Островер. Ого! Много ты знаешь. Я ознакомлю тебя с кое-какими фактами, Гершеле, потому что чувствую, мы с тобой — братья, я чувствую, как ты хочешь проникнуть в суть мира. Так вот, ты слыхал про некоего Велвла Шиккерпарева? Никогда. Идишский писака сочиняет романтические истории для идишского театра в Ист-Энде, это в Англии, в Лондоне. Он находит переводчика и в одну ночь становится Вилли Шекспиром…
Эдельштейн. Шутки в сторону! Ты советуешь так поступить?
Островер. Я бы родному отцу то же самое посоветовал. Сдавайся, Гершеле, хватит верить в идиш.
Эдельштейн. Да я в него и не верю!
Островер. Веришь. Вижу, что веришь. С тобой бесполезно разговаривать, ты все равно уперся. Скажи, Эдельштейн, на каком языке будет разговаривать в грядущем мире Моисей?
Эдельштейн. Я это с детства знаю. По субботам на иврите, по будням — ни идише.
Островер. Заблудшая душа, не превращай идиш в язык субботы. Если ты веришь в святость, ты конченый человек. Святость — это понарошку.
Эдельштейн. Я тоже хочу стать неевреем — как ты!

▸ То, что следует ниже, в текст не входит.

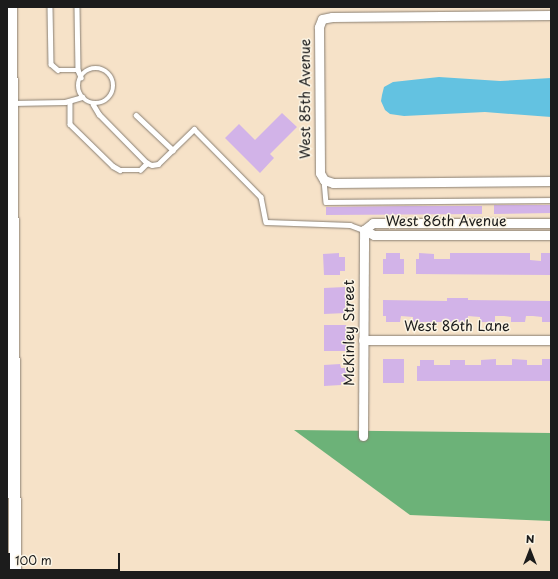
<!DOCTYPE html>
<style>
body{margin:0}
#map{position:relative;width:558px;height:579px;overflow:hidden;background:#f6e2c8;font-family:"Playpen Sans",sans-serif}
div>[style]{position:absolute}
.forest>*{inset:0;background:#6cb278}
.water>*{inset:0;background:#63c2e1}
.building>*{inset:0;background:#d2b3e8}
.roads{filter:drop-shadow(0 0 1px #897f72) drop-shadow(0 0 1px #897f72)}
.lane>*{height:4.5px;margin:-2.25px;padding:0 2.25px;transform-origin:2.25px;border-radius:2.25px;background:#fff}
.lane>.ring{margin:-2.25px;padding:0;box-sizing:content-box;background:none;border:4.5px solid #fff;border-radius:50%}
.street>*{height:9px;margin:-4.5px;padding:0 4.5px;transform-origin:4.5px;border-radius:4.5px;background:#fff}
.secondary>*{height:12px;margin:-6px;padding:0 6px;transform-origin:6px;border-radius:6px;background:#fff}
span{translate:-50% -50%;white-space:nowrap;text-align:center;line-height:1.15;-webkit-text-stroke:3px #fcf5e5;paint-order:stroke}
.street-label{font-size:14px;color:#1c1c1c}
.frame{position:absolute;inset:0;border:8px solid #1c1c1c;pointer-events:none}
.north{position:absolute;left:510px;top:531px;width:40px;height:40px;-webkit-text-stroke:3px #fcf5e5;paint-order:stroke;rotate:0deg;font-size:11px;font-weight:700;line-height:16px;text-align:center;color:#1c1c1c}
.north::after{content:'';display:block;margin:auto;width:14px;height:18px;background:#1c1c1c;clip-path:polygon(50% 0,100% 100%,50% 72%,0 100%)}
.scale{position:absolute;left:8px;top:553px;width:112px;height:18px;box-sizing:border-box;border:2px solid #1c1c1c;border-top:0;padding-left:5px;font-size:12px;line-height:14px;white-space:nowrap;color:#1c1c1c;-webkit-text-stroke:3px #fcf5e5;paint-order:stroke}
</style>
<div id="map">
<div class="forest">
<div style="clip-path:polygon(294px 430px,551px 433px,551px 521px,410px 515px)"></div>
</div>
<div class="water">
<div style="clip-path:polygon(439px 77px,500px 81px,551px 78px,551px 117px,485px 112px,404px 116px,390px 114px,385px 110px,381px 101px,382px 95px,384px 87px,393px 82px)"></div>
</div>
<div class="building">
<div style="clip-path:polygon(282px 113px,297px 127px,270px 154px,274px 158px,260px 173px,225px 138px,239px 124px,255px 140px)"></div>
<div style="clip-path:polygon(494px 205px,551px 205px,551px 213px,494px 214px)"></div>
<div style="clip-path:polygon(406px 206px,482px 206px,482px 214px,326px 215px,326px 207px)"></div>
<div style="clip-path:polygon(339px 253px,339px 257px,345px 257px,345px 271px,340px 271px,340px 275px,324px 275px,323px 254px)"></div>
<div style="clip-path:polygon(386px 253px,400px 253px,400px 259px,404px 259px,404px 274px,383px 274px,383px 259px,386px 259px)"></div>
<div style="clip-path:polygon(419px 253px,434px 254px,434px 259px,450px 259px,450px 253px,530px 253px,530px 260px,541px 261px,541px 253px,551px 253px,551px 275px,416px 274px,416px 259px,419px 259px)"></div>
<div style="clip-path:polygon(345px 287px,346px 313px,324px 314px,324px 288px)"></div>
<div style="clip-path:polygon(447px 298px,468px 298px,468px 300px,551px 301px,551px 322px,542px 322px,542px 317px,533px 316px,526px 316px,525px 322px,511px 322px,511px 317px,504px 316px,495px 316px,495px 322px,480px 322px,480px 317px,468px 316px,468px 322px,413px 322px,413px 317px,401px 316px,400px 322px,386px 322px,386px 316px,383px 316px,383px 300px,447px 301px)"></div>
<div style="clip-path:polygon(324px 325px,346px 325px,346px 351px,324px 351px)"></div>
<div style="clip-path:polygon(383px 359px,404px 359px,404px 383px,383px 383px)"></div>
<div style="clip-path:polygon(496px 359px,496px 365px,512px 365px,512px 359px,527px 360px,527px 365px,542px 365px,542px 359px,551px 359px,551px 381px,417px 381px,417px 366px,420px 366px,420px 360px,434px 360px,434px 365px,450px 365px,450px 360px,465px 360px,465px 365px,481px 365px,481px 360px)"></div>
<div style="clip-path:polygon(340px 364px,341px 368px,346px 368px,346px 382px,341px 382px,341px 385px,324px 386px,324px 365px)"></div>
</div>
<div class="roads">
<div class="lane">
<div style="left:50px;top:7px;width:57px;rotate:89deg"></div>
<div style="left:51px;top:64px;width:9px;rotate:41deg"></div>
<div style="left:58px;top:70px;width:20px"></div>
<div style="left:77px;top:7px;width:63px;rotate:89.1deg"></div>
<div style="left:78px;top:70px;width:8px;rotate:67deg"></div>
<div class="ring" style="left:78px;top:68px;width:31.5px;height:31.5px"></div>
<div style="left:70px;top:101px;width:23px;rotate:90deg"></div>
<div style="left:70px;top:124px;width:60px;rotate:44.3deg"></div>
<div style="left:113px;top:166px;width:8px;rotate:30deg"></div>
<div style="left:120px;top:170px;width:20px"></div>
<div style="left:140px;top:170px;width:10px;rotate:-45deg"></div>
<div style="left:12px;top:103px;width:53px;rotate:-1.1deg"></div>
<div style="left:65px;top:102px;width:18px;rotate:-16deg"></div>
<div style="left:93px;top:104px;width:12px;rotate:59deg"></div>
<div style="left:99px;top:114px;width:69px;rotate:45.6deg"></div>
<div style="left:147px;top:163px;width:5px;rotate:22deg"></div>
<div style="left:152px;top:165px;width:6px;rotate:-9deg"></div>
<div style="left:158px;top:164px;width:50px;rotate:-44.2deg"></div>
<div style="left:194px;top:129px;width:95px;rotate:45.4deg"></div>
<div style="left:261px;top:197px;width:25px;rotate:79deg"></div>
<div style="left:266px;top:222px;width:84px;rotate:2deg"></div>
<div style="left:350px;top:225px;width:15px;rotate:20deg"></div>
<div style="left:136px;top:115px;width:51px;rotate:43.4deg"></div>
<div style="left:324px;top:180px;width:22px;rotate:85deg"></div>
<div style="left:326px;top:202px;width:225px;rotate:-0.5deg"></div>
</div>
<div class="street">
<div style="left:551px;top:15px;width:219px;rotate:179.5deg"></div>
<div style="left:332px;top:17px;width:10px;rotate:169deg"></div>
<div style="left:322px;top:19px;width:9px;rotate:111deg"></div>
<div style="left:319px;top:27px;width:146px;rotate:89.6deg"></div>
<div style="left:320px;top:173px;width:8px;rotate:60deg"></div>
<div style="left:324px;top:180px;width:9px;rotate:18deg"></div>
<div style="left:333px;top:183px;width:218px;rotate:-0.5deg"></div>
<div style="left:364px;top:230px;width:11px;rotate:-38deg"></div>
<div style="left:373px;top:223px;width:178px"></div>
<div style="left:364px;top:230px;width:11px;rotate:27deg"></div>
<div style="left:374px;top:235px;width:177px"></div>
<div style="left:363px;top:340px;width:188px"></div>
<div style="left:363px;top:436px;width:206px;rotate:-89.7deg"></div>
</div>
<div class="secondary">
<div style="left:11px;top:7px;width:565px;rotate:89.59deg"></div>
</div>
</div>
<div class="street-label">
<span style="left:305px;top:99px;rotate:-90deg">West 85th Avenue</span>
<span style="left:446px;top:221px">West 86th Avenue</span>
<span style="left:457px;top:326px">West 86th Lane</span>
<span style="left:349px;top:333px;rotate:-90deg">McKinley Street</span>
</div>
<div class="frame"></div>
<div class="north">N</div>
<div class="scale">100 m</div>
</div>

Островер. Я — нееврей понарошку. Это значит, что я для их удовольствия играю в то, что я еврей. Когда я был мальчишкой, у нас в местечке на ярмарке показывали пляшущего медведя, и все говорили: «Ну, человек и человек!» Говорили, потому что знали, что это медведь, хоть он и стоял на задних лапах и танцевал вальс. Но все равно это был медведь.
И тут к нему подошел Баумцвейг.
— И характер же у Полы. Гершеле, ты не обращай внимания, пойди лучше поздоровайся со знаменитостью, что ты теряешь?
Он послушно подошел, пожал руку Островеру, даже похвалил рассказ. Островер был вежлив, облизнул губу, выпустил из ручки каплю чернил и продолжил подписывать книги. Воровский скромно жался с краешка окружившей Островера толпы: голову задрал, а взгляд был робкий, он подталкивал под локоток девушку, но та мечтательно рассматривала открытую страницу, на которой оставил свое имя Островер. Эдельштейн, разглядев буквы, поразился: у нее был сборник на идише.